Storck also pointed to the region’s diversity and global talent base as a major advantage, with hundreds of languages spoken across local schools and a steady pipeline of skilled workers entering technical fields.
This focus on people is essential because the most critical infrastructure for any technology ecosystem is talent.
Virginia’s statewide advantage
Jason El Koubi of the Virginia Economic Development Partnership expanded the conversation to the statewide level, explaining how Virginia has built one of the strongest innovation ecosystems in the country.
The Commonwealth combines world-class universities, advanced manufacturing capabilities, and a business-friendly climate with proximity to federal institutions that shape national policy and funding priorities for space.
Virginia also offers a rare operational advantage: the ability not only to research and design space technologies but also to manufacture and launch them. The Mid-Atlantic Regional Spaceport on Virginia’s Eastern Shore provides launch capacity alongside the region’s deep expertise in aerospace engineering, data infrastructure, and defense technologies.
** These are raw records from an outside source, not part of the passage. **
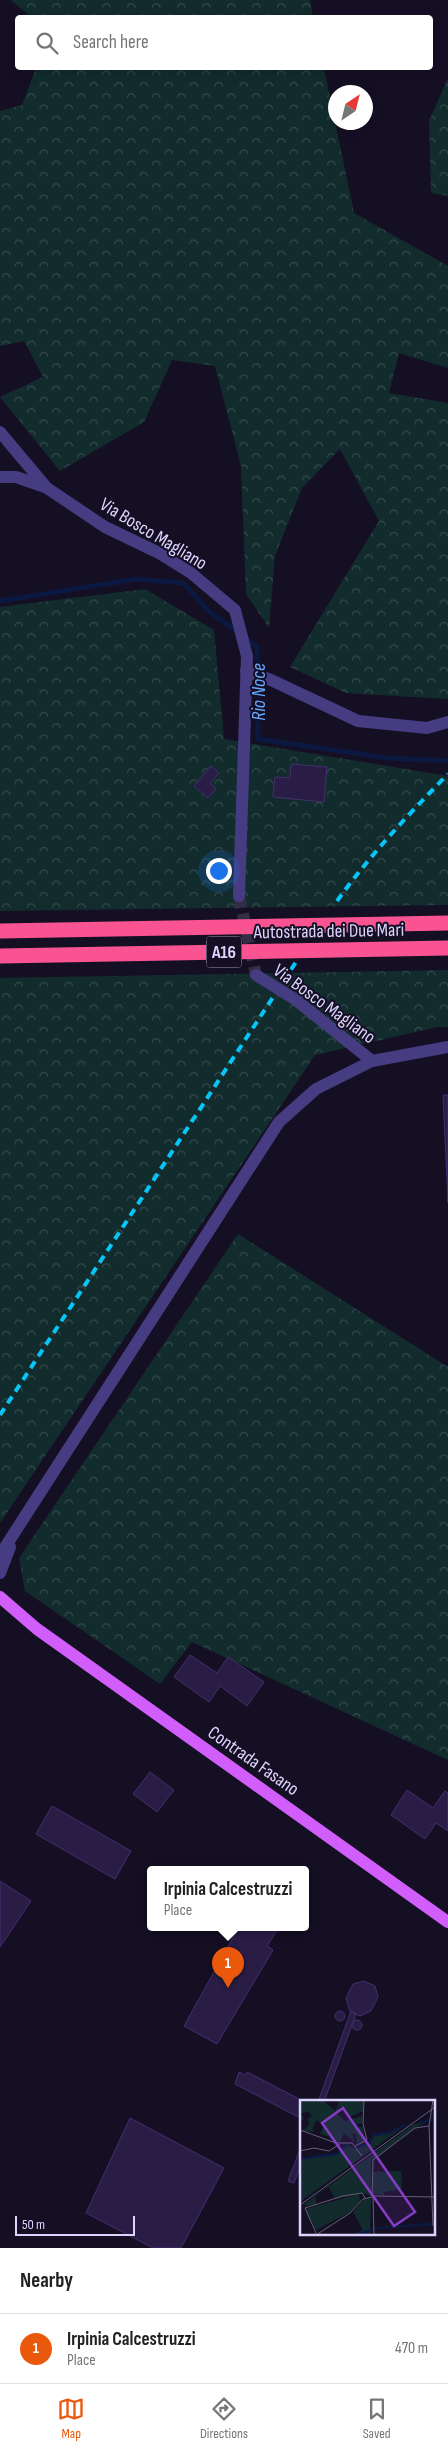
<!DOCTYPE html>
<html lang="en">
<head>
<meta charset="utf-8">
<style>
	:root { --surface:#fff; --page:#f2f2f2; --text:#222; --muted:#767676; --line:#e0e0e0; --accent:#ea580c }
	body { margin:0; font-family:"Sofia Sans Condensed",sans-serif; background:var(--page); color:var(--text) }
	.compass { position:absolute; left:328px; top:85px; width:45px; height:45px; border-radius:50%; background:var(--surface); box-shadow:0 2px 12px #0003; rotate:35deg }
	.scale { position:absolute; left:15px; bottom:12px; width:120px; box-sizing:border-box; padding-left:5px; border:2px solid #ddd4fe; border-top:0; font-size:14px; line-height:18px; white-space:nowrap; color:#ddd4fe; -webkit-text-stroke:4px #150f24; paint-order:stroke }
	.you { position:absolute; left:218px; top:870px; width:18px; height:18px; margin:-12px; border:4px solid #fff; border-radius:50%; background:#1a73e8; box-shadow:0 0 0 8px #1a73e833 }
	.badge { display:grid; place-items:center; width:32px; height:32px; border-radius:50%; background:var(--accent); color:#fff; font-size:16px; font-weight:700 }
	.pin { position:absolute; translate:-50% -41px; filter:drop-shadow(0 1px 2px #0008) }
	.pin::after { content:''; position:absolute; top:26px; width:18px; height:15px; background:inherit; clip-path:polygon(0 0,100% 0,50% 100%) }
	.popup { position:absolute; left:147px; top:1866px; width:162px; height:65px; box-sizing:border-box; display:grid; place-content:center; border-radius:5px; background:var(--surface); filter:drop-shadow(0 1px 4px #0005); font-size:16px; white-space:nowrap; color:var(--muted) }
	.popup b { font-size:19px; color:var(--text) }
	.popup::after { content:''; position:absolute; left:50%; top:100%; margin-left:-10px; border:10px solid transparent; border-top-color:var(--surface) }
	.list { margin:0; padding:0; list-style:none }
	h2 { display:flex; justify-content:space-between; align-items:center; height:65px; margin:0; padding:0 20px; font-size:21px }
	h2 small { font-size:16px; font-weight:400; color:var(--muted) }
	.list li { display:grid; grid-template-columns:32px 1fr auto; gap:15px; align-items:center; box-sizing:border-box; height:70px; padding:0 20px; border-top:1px solid var(--line) }
	.list b { display:block; font-size:19px; white-space:nowrap }
	.list p { margin:0; font-size:16px; white-space:nowrap; color:var(--muted) }
	.list em { font-size:16px; font-style:normal; color:var(--muted) }
	.icon { flex:none; width:28px; height:28px; fill:none; stroke:currentColor; stroke-width:2; stroke-linecap:round; stroke-linejoin:round }
	.map { position:relative; flex:none; width:448px; height:2248px; overflow:hidden }
	.search { position:absolute; background:var(--surface); box-shadow:0 2px 12px #0003; left:15px; right:15px; top:15px; height:55px; display:flex; align-items:center; gap:12px; box-sizing:border-box; padding:0 18px; border-radius:5px; color:var(--muted); font-size:19px }
	.sheet { height:135px; background:var(--surface) }
	nav { display:flex; justify-content:space-around; align-items:center; box-sizing:border-box; height:70px; border-top:1px solid var(--line); background:var(--surface); font-size:14px; color:var(--muted) }
	nav a { display:grid; justify-items:center; gap:2px }
	nav .on { color:var(--accent) }
	.map>svg:first-child { display:block }
	.forest { fill:url(#forest-crowns) }
	.lines { fill:none; stroke-linecap:round; stroke-linejoin:round }
	.stream { stroke:#0b1941; stroke-width:5 }
	.building { fill:#291c45; stroke:#432f70 }
	.minor-tunnel { stroke:#332d45; stroke-width:12; stroke-dasharray:12 6; stroke-linecap:butt }
	.minor { stroke:#463c82; stroke-width:12 }
	.major { stroke:#d15efa; stroke-width:12 }
	.highway { stroke:#fa5391; stroke-width:15 }
	.rail { stroke:#07c5f7; stroke-width:4; stroke-dasharray:8 6; stroke-linecap:butt }
	.minor-bridge { stroke:#463c82; stroke-width:12 }
	.labels { text-anchor:middle; stroke-width:4; stroke-linejoin:round; paint-order:stroke }
	.shield { fill:#150f24; stroke:#a199bd; stroke-width:1 }
	.shield-label { font-size:18px; font-weight:bold; fill:#ddd4fe }
	.street-label { font-size:19px; fill:#ddd4fe; stroke:#150f24 }
	.water-label { font-size:20px; font-style:italic; fill:#65a6fb; stroke:#150f24 }
	.inset-river { fill:none; stroke:#0b1941; stroke-width:2.5 }
	.inset-road { fill:none; stroke:#655e7b; stroke-width:1 }
	.view { fill:#853dc5; fill-opacity:0.15; stroke:#853dc5; stroke-width:2.5 }
	.inset-edge { fill:none; stroke:#ddd4fe; stroke-width:2.5 }
</style>
</head>
<body>
<div class="map">
<svg width="448" height="2248" viewBox="0 0 448 2248">
	<defs>
		<pattern id="forest-crowns" width="20" height="18" patternUnits="userSpaceOnUse" patternTransform="scale(1.25)"><rect width="20" height="18" fill="#122c2e"/><path d="M2 6a3 3 0 1 1 6 0M12 15a3 3 0 1 1 6 0" fill="none" stroke="#344a4d"/></pattern>
	</defs>
	<rect width="100%" height="100%" fill="#150f24"/>
	<!-- forest -->
	<g class="forest">
		<polygon points="11,0 310,0 313,17 31,17"/>
		<polygon points="36,68 324,68 354,213 448,266 448,368 399,353 389,393 448,403 448,699 346,693 290,667 379,521 340,449 302,488 275,556 269,628 246,594 241,466 215,366 172,360 144,422 60,471 0,397 43,377 24,341 0,346 0,111 22,105"/>
		<polygon points="448,78 448,196 431,193 429,121"/>
		<polygon points="145,589 214,630 224,739 448,776 448,905 0,911 0,607"/>
		<polygon points="448,970 448,1027 437,1027 315,1055 0,1523 0,978"/>
		<polygon points="238,1234 448,1367 448,1760 192,1642 160,1684 25,1591 19,1558"/>
	</g>
	<g class="lines">
		<!-- stream -->
		<g class="stream">
			<polyline points="0,601 136,579 183,583 210,612 238,632"/>
			<polyline points="245,637 257,647 258,739 387,758 448,761"/>
		</g>
	</g>
	<!-- building -->
	<g class="building">
		<polygon points="291,764 327,767 324,802 273,797 275,777 290,778"/>
		<polygon points="211,766 219,773 210,783 216,789 208,798 194,786"/>
		<polygon points="443,1095 448,1095 448,1203"/>
		<polygon points="190,1655 217,1673 228,1657 264,1682 247,1706 220,1686 209,1702 174,1677"/>
		<polygon points="150,1772 174,1790 157,1812 133,1794"/>
		<polygon points="407,1790 433,1808 445,1791 448,1793 448,1831 436,1823 425,1839 391,1815"/>
		<polygon points="52,1806 131,1851 115,1879 36,1834"/>
		<polygon points="0,1881 31,1901 0,1947"/>
		<polygon points="239,1927 279,1927 267,1946 273,1950 217,2044 184,2026"/>
		<polygon points="364,1981 375,1986 378,1997 371,2011 360,2016 350,2011 346,1998 353,1984"/>
		<polygon points="351,2011 356,2014 324,2102 318,2102"/>
		<circle cx="340" cy="2016" r="5"/>
		<circle cx="357" cy="2025" r="5"/>
		<polygon points="239,2072 245,2075 247,2072 305,2102 302,2102 302,2119 235,2084"/>
		<polygon points="130,2118 224,2168 181,2248 153,2248 86,2213"/>
		<polygon points="302,2144 302,2162 294,2183 288,2181"/>
	</g>
	<g class="lines">
		<!-- minor-tunnel -->
		<polyline class="minor-tunnel" points="239,896 256,975"/>
		<!-- minor -->
		<g class="minor">
			<polyline points="0,432 47,488 105,527 159,553 191,573 235,610 247,656 239,896"/>
			<polyline points="0,477 16,477 45,487"/>
			<polyline points="246,671 271,680 358,721 427,728 448,722"/>
			<polyline points="296,1000 372,1061"/>
			<polyline points="0,1555 279,1122 316,1089 372,1061 448,1047"/>
			<polyline points="0,1573 10,1547"/>
		</g>
		<!-- major -->
		<polyline class="major" points="0,1597 37,1629 448,1922"/>
		<!-- highway -->
		<g class="highway">
			<polyline points="0,931 448,923"/>
			<polyline points="0,956 448,948"/>
		</g>
		<!-- rail -->
		<g class="rail">
			<path d="M337 901C370 855 408 815 448 774"/>
			<polyline points="0,1415 296,962"/>
		</g>
		<!-- minor-bridge -->
		<polyline class="minor-bridge" points="256,975 296,1000"/>
	</g>
	<g class="labels">
		<!-- shield labels -->
		<rect class="shield" x="206.5" y="936.5" width="35" height="31" rx="4"/>
		<g class="shield-label">
			<text x="224" y="958">A16</text>
		</g>
		<!-- street labels -->
		<g class="street-label">
			<text transform="translate(154 533) rotate(31)" y="7">Via Bosco Magliano</text>
			<text transform="translate(329 930) rotate(-1)" y="7">Autostrada dei Due Mari</text>
			<text transform="translate(325 1003) rotate(36)" y="7">Via Bosco Magliano</text>
			<text transform="translate(254 1760) rotate(35)" y="7">Contrada Fasano</text>
		</g>
		<!-- water labels -->
		<g class="water-label">
			<text transform="translate(258 692) rotate(-90)" y="7">Rio Noce</text>
		</g>
	</g>
	<!-- overview -->
	<g transform="translate(300 2100)">
		<rect width="135" height="135" fill="#150f24"/>
		<path d="M71 98 70 135H52L63 130 53 112 65 99Z" fill="#122c2e"/>
		<path d="M0 0H23L35 11 40 0H63V11L48 18 44 8 40 7 36 13 45 21 62 16V23L52 26 63 27 65 40 57 44 56 34 52 33 55 43 44 33 40 42 35 41 34 38 20 34 25 23 16 21 12 29 15 32 3 31 10 24 7 19 12 16 8 11 1 14 4 18 0 23ZM128 22 116 27 71 61V96L63 93 35 99 29 87 15 97 17 106 3 105 114 24ZM106 25 1 101 0 100V59L38 54 48 45 56 49 70 43 74 36 89 33ZM101 71 102 89 84 92V95L73 94V72ZM59 94 60 101 50 112 16 130 6 109Z" fill="#122c2e"/>
		<path class="inset-river" d="M119 23 135 19M57 48 70 42 73 35 89 33 107 24M0 59 36 54 48 44M58 135 76 128 131 124"/>
		<path class="inset-road" d="M133 0 129 26 133 126M0 30 36 43H52L62 56M55 46 67 40 63 23 64 0M0 51 14 48 29 51 40 44M72 96 73 60 115 28 129 26M73 96 135 97M73 97 74 135M0 105 135 7M5 108 43 96 62 93 65 98M5 108 16 133M16 135 50 113 63 99 72 97"/>
		<path class="view" d="M43 8 115 112 94 126 22 23Z"/>
		<rect width="135" height="135" class="inset-edge"/>
	</g>
</svg>
<svg class="compass" viewBox="-18 -18 36 36"><path d="M0-13l5 13h-10z" fill="#e53935"/><path d="M0 13l5-13h-10z" fill="#767676"/></svg>
<div class="scale">50 m</div>
<div class="you"></div>
<div class="pin badge" style="left:228px;top:1988px">1</div>
<div class="popup"><b>Irpinia Calcestruzzi</b>Place</div>
<div class="search"><svg class="icon" aria-label="search" viewBox="0 0 24 24"><circle cx="10" cy="10" r="6"/><path d="M15 15l6 6"/></svg>Search here</div>
</div>
<section class="sheet">
<h2>Nearby<small></small></h2>
<ul class="list">
<li><span class="badge">1</span><div><b>Irpinia Calcestruzzi</b><p>Place</p></div><em>470 m</em></li>
</ul>
</section>
<nav>
<a class="on"><svg class="icon" aria-label="map" viewBox="0 0 24 24"><path d="M3 6l6-2 6 2 6-2v14l-6 2-6-2-6 2zM9 4v14M15 6v14"/></svg>Map</a>
<a><svg class="icon" aria-label="directions" viewBox="0 0 24 24"><path d="M12 3l9 9-9 9-9-9zM9 14v-3h6M13 9l2 2-2 2"/></svg>Directions</a>
<a><svg class="icon" aria-label="saved" viewBox="0 0 24 24"><path d="M7 4h10v16l-5-4-5 4z"/></svg>Saved</a>
</nav>
</body>
</html>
El Koubi emphasized that Virginia’s strategy has always been comprehensive. Companies don’t succeed with just one resource—such as talent, infrastructure, or capital—but by having access to all of them at once. Virginia’s long-term investments have created exactly that kind of environment.
The power of regional collaboration
Another recurring theme throughout the discussion was collaboration. The success of Northern Virginia’s technology ecosystem is built on close partnerships between local governments, the state, universities, and the private sector.
Organizations like Connected DMV, which organizes both spaceNEXT and Quantum World Congress, play an important role in bringing these stakeholders together and accelerating the growth of emerging industries.
By creating spaces where policymakers, entrepreneurs, investors, and researchers can work together, the region strengthens its ability to adapt quickly to new technological opportunities.
A place where companies can scale
For founders and investors exploring the space economy, the panel offered a clear takeaway: Northern Virginia is a place where companies can start small and grow rapidly.
With more than a hundred space-related companies already operating in the region—and thousands of technology firms supporting adjacent industries—the area offers a powerful cluster effect. Startups gain access to talent, partners, federal customers, and global connectivity in a single ecosystem.
That combination of assets is what continues to attract companies from around the world.
And as the global space economy accelerates toward new industries—from satellite networks to in-space manufacturing—the panel made clear that Northern Virginia intends to remain at the center of that growth.